Sortie prochaine de mon roman « MANIFESTANTS »

Gabriel
08h42
Déjà une demi-heure qu’ils sont en place. Apparemment, le préfet est aux abois, au vu du
dispositif mis en place par le commissaire. Lors du briefing de ce matin, leur chef n’a cessé de
mettre en garde ses effectifs sur les risques de débordements et sur la pression du ministère de
l’Intérieur. Comme Gabriel trépigne de froid malgré tout son attirail, il décide de marcher un
peu, histoire de se dégourdir les jambes.
Quelques passants, des promeneurs pour certains, mais pour la majorité, des travailleurs
pressés de rejoindre leur lieu de travail. À intervalles réguliers, des bus s’arrêtent le temps de
déverser sur la place leur lot de voyageurs, avant de démarrer et de s’éloigner. Malgré l’heure
matinale, quelques manifestants semblent déjà à pied d’œuvre. Ils font des allers et venues
entre la place et une fourgonnette garée un peu plus loin.
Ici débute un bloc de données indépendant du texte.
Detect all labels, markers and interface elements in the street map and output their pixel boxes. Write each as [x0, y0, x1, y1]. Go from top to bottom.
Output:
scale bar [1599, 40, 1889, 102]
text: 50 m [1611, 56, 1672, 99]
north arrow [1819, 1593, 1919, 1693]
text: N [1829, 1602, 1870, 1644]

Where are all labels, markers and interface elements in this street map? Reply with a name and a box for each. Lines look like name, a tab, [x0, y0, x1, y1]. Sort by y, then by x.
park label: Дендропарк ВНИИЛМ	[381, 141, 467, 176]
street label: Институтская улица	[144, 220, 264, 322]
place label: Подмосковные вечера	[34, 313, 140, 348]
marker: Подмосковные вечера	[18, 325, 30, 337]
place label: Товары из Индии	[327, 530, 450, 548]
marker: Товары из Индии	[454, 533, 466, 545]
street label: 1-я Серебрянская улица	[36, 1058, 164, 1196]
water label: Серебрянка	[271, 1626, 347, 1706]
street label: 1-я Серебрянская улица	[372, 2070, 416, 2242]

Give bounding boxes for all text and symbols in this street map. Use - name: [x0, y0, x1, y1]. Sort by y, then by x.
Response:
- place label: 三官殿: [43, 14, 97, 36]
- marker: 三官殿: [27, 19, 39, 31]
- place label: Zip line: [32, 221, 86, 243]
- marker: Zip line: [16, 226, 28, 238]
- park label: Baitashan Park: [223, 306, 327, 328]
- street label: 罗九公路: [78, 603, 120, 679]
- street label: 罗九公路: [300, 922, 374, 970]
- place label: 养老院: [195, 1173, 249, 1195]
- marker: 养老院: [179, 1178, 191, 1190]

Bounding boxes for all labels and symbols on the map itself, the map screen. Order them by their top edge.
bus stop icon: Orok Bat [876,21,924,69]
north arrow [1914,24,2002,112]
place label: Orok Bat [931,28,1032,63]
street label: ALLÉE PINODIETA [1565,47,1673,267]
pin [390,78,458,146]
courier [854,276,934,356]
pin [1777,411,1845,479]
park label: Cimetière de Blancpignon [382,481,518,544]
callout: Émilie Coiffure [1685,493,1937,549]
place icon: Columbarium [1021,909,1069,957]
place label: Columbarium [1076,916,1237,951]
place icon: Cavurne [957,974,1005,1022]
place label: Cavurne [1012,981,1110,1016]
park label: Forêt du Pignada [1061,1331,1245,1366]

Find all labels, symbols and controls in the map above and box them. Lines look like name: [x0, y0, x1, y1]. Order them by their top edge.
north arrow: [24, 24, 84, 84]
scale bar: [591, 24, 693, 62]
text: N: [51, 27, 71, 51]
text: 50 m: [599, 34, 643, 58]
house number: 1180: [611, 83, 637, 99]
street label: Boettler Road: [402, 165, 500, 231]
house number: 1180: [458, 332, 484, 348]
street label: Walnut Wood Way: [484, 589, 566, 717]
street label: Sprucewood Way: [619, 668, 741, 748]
Des cartons de tracts, des banderoles
encore roulées en parchemin et des baffles sont ainsi déposés au fur et à mesure de leurs
déplacements.
Très sérieux dans tout ce qu’il entreprend, Gabriel s’est engagé dans les forces de l’ordre
comme on s’engage dans une vocation. Pourtant, sur le papier, rien n’aurait pu laisser présager
une telle orientation. Fils unique de deux soixante-huitards, il a grandi dans un environnement
extrêmement permissif. Le cadre, ses parents ne savaient même pas ce que c’était. Pour eux, le
seul cadre qu’il fallait prendre en compte était celui de sa volonté, la seule limite étant le malêtre ou la douleur des autres. Et ils ont élevé leur fils avec ces valeurs. Sans exagération, la
plupart des souvenirs de Gabriel sont par ailleurs nimbés de volutes de cannabis. De cet
univers, le jeune homme n’en garde quasiment rien aujourd’hui. Depuis le jour où ses parents
sont morts de cette naïveté, de cette croyance en l’être humain.
L’agent secoue la tête et revient au moment présent. Des badauds commencent à patienter
par petits groupes sur la place et parmi eux, il le sait, des manifestants pacifiques, des
personnes désœuvrées, mais aussi des trouble-fêtes. C’est cette dernière catégorie qui
l’inquiète.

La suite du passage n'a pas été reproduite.